Work task: Each line of the data below must be reproduced without any change.

Source material:
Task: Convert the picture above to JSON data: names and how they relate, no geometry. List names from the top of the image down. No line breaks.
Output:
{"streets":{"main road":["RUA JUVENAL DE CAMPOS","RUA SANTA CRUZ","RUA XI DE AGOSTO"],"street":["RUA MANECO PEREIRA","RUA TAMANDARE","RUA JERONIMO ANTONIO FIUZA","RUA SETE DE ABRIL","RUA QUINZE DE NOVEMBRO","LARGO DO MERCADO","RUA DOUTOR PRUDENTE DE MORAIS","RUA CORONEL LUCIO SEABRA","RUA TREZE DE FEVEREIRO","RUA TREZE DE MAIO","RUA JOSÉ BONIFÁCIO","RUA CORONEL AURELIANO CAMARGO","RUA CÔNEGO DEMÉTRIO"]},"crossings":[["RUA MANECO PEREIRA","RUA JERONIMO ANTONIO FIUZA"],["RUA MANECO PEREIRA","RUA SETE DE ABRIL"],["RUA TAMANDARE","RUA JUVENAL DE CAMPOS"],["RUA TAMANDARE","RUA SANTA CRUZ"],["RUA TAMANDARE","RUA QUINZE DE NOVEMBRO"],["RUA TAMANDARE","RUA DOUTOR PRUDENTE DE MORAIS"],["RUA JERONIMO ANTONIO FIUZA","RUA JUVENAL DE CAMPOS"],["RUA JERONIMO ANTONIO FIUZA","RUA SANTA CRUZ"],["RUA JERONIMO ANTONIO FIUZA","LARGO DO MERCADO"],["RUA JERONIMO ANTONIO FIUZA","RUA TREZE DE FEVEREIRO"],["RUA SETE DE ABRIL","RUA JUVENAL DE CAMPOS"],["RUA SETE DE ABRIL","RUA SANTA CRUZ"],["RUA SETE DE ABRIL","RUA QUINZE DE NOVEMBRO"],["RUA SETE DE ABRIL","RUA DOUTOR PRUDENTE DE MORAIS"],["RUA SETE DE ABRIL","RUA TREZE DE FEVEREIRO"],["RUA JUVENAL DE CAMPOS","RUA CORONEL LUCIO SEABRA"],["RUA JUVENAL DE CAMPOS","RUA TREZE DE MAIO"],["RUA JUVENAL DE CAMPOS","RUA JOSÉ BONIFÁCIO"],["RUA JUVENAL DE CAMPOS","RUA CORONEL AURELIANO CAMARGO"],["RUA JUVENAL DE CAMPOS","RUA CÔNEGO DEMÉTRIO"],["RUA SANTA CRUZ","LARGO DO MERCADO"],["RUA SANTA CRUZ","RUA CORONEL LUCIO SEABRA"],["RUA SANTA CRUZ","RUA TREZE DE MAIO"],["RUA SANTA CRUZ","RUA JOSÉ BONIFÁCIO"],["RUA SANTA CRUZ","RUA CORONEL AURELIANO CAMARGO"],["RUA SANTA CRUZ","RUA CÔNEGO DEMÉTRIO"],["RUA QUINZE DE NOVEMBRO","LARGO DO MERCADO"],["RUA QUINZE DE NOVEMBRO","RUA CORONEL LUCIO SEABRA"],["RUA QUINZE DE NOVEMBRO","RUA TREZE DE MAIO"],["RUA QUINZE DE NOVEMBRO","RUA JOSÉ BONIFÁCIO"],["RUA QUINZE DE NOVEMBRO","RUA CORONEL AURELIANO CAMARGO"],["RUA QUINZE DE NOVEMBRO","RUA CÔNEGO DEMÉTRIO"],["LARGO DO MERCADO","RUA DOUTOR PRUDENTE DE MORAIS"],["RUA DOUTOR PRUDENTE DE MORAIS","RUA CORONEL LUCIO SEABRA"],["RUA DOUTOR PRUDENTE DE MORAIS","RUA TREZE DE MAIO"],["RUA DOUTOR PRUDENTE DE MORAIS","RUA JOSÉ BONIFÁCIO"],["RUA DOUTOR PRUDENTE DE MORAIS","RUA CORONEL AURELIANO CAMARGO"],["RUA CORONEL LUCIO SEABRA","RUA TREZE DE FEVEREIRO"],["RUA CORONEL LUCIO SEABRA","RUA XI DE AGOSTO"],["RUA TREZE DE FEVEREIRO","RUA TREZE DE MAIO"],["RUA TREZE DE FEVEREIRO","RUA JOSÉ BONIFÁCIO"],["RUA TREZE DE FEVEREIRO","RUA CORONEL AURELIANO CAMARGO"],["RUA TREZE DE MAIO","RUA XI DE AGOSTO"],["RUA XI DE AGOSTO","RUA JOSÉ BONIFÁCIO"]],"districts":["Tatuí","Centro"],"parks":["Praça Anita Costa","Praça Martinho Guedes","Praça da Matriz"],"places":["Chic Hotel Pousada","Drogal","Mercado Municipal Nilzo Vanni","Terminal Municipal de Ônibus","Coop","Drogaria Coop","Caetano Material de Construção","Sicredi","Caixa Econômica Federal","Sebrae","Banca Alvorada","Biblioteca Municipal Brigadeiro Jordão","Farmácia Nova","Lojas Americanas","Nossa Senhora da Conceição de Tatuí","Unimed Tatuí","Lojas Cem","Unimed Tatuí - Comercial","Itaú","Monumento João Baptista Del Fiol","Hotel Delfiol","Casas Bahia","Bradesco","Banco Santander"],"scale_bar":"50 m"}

Written answer:
Task: Convert the picture above to JSON data: names and how they relate, no geometry. List names from the top of the image down. No line breaks.
Output:
{"streets":{"main road":["RUA JUVENAL DE CAMPOS","RUA SANTA CRUZ","RUA XI DE AGOSTO"],"street":["RUA MANECO PEREIRA","RUA TAMANDARE","RUA JERONIMO ANTONIO FIUZA","RUA SETE DE ABRIL","RUA QUINZE DE NOVEMBRO","LARGO DO MERCADO","RUA DOUTOR PRUDENTE DE MORAIS","RUA CORONEL LUCIO SEABRA","RUA TREZE DE FEVEREIRO","RUA TREZE DE MAIO","RUA JOSÉ BONIFÁCIO","RUA CORONEL AURELIANO CAMARGO","RUA CÔNEGO DEMÉTRIO"]},"crossings":[["RUA MANECO PEREIRA","RUA JERONIMO ANTONIO FIUZA"],["RUA MANECO PEREIRA","RUA SETE DE ABRIL"],["RUA TAMANDARE","RUA JUVENAL DE CAMPOS"],["RUA TAMANDARE","RUA SANTA CRUZ"],["RUA TAMANDARE","RUA QUINZE DE NOVEMBRO"],["RUA TAMANDARE","RUA DOUTOR PRUDENTE DE MORAIS"],["RUA JERONIMO ANTONIO FIUZA","RUA JUVENAL DE CAMPOS"],["RUA JERONIMO ANTONIO FIUZA","RUA SANTA CRUZ"],["RUA JERONIMO ANTONIO FIUZA","LARGO DO MERCADO"],["RUA JERONIMO ANTONIO FIUZA","RUA TREZE DE FEVEREIRO"],["RUA SETE DE ABRIL","RUA JUVENAL DE CAMPOS"],["RUA SETE DE ABRIL","RUA SANTA CRUZ"],["RUA SETE DE ABRIL","RUA QUINZE DE NOVEMBRO"],["RUA SETE DE ABRIL","RUA DOUTOR PRUDENTE DE MORAIS"],["RUA SETE DE ABRIL","RUA TREZE DE FEVEREIRO"],["RUA JUVENAL DE CAMPOS","RUA CORONEL LUCIO SEABRA"],["RUA JUVENAL DE CAMPOS","RUA TREZE DE MAIO"],["RUA JUVENAL DE CAMPOS","RUA JOSÉ BONIFÁCIO"],["RUA JUVENAL DE CAMPOS","RUA CORONEL AURELIANO CAMARGO"],["RUA JUVENAL DE CAMPOS","RUA CÔNEGO DEMÉTRIO"],["RUA SANTA CRUZ","LARGO DO MERCADO"],["RUA SANTA CRUZ","RUA CORONEL LUCIO SEABRA"],["RUA SANTA CRUZ","RUA TREZE DE MAIO"],["RUA SANTA CRUZ","RUA JOSÉ BONIFÁCIO"],["RUA SANTA CRUZ","RUA CORONEL AURELIANO CAMARGO"],["RUA SANTA CRUZ","RUA CÔNEGO DEMÉTRIO"],["RUA QUINZE DE NOVEMBRO","LARGO DO MERCADO"],["RUA QUINZE DE NOVEMBRO","RUA CORONEL LUCIO SEABRA"],["RUA QUINZE DE NOVEMBRO","RUA TREZE DE MAIO"],["RUA QUINZE DE NOVEMBRO","RUA JOSÉ BONIFÁCIO"],["RUA QUINZE DE NOVEMBRO","RUA CORONEL AURELIANO CAMARGO"],["RUA QUINZE DE NOVEMBRO","RUA CÔNEGO DEMÉTRIO"],["LARGO DO MERCADO","RUA DOUTOR PRUDENTE DE MORAIS"],["RUA DOUTOR PRUDENTE DE MORAIS","RUA CORONEL LUCIO SEABRA"],["RUA DOUTOR PRUDENTE DE MORAIS","RUA TREZE DE MAIO"],["RUA DOUTOR PRUDENTE DE MORAIS","RUA JOSÉ BONIFÁCIO"],["RUA DOUTOR PRUDENTE DE MORAIS","RUA CORONEL AURELIANO CAMARGO"],["RUA CORONEL LUCIO SEABRA","RUA TREZE DE FEVEREIRO"],["RUA CORONEL LUCIO SEABRA","RUA XI DE AGOSTO"],["RUA TREZE DE FEVEREIRO","RUA TREZE DE MAIO"],["RUA TREZE DE FEVEREIRO","RUA JOSÉ BONIFÁCIO"],["RUA TREZE DE FEVEREIRO","RUA CORONEL AURELIANO CAMARGO"],["RUA TREZE DE MAIO","RUA XI DE AGOSTO"],["RUA XI DE AGOSTO","RUA JOSÉ BONIFÁCIO"]],"districts":["Tatuí","Centro"],"parks":["Praça Anita Costa","Praça Martinho Guedes","Praça da Matriz"],"places":["Chic Hotel Pousada","Drogal","Mercado Municipal Nilzo Vanni","Terminal Municipal de Ônibus","Coop","Drogaria Coop","Caetano Material de Construção","Sicredi","Caixa Econômica Federal","Sebrae","Banca Alvorada","Biblioteca Municipal Brigadeiro Jordão","Farmácia Nova","Lojas Americanas","Nossa Senhora da Conceição de Tatuí","Unimed Tatuí","Lojas Cem","Unimed Tatuí - Comercial","Itaú","Monumento João Baptista Del Fiol","Hotel Delfiol","Casas Bahia","Bradesco","Banco Santander"],"scale_bar":"50 m"}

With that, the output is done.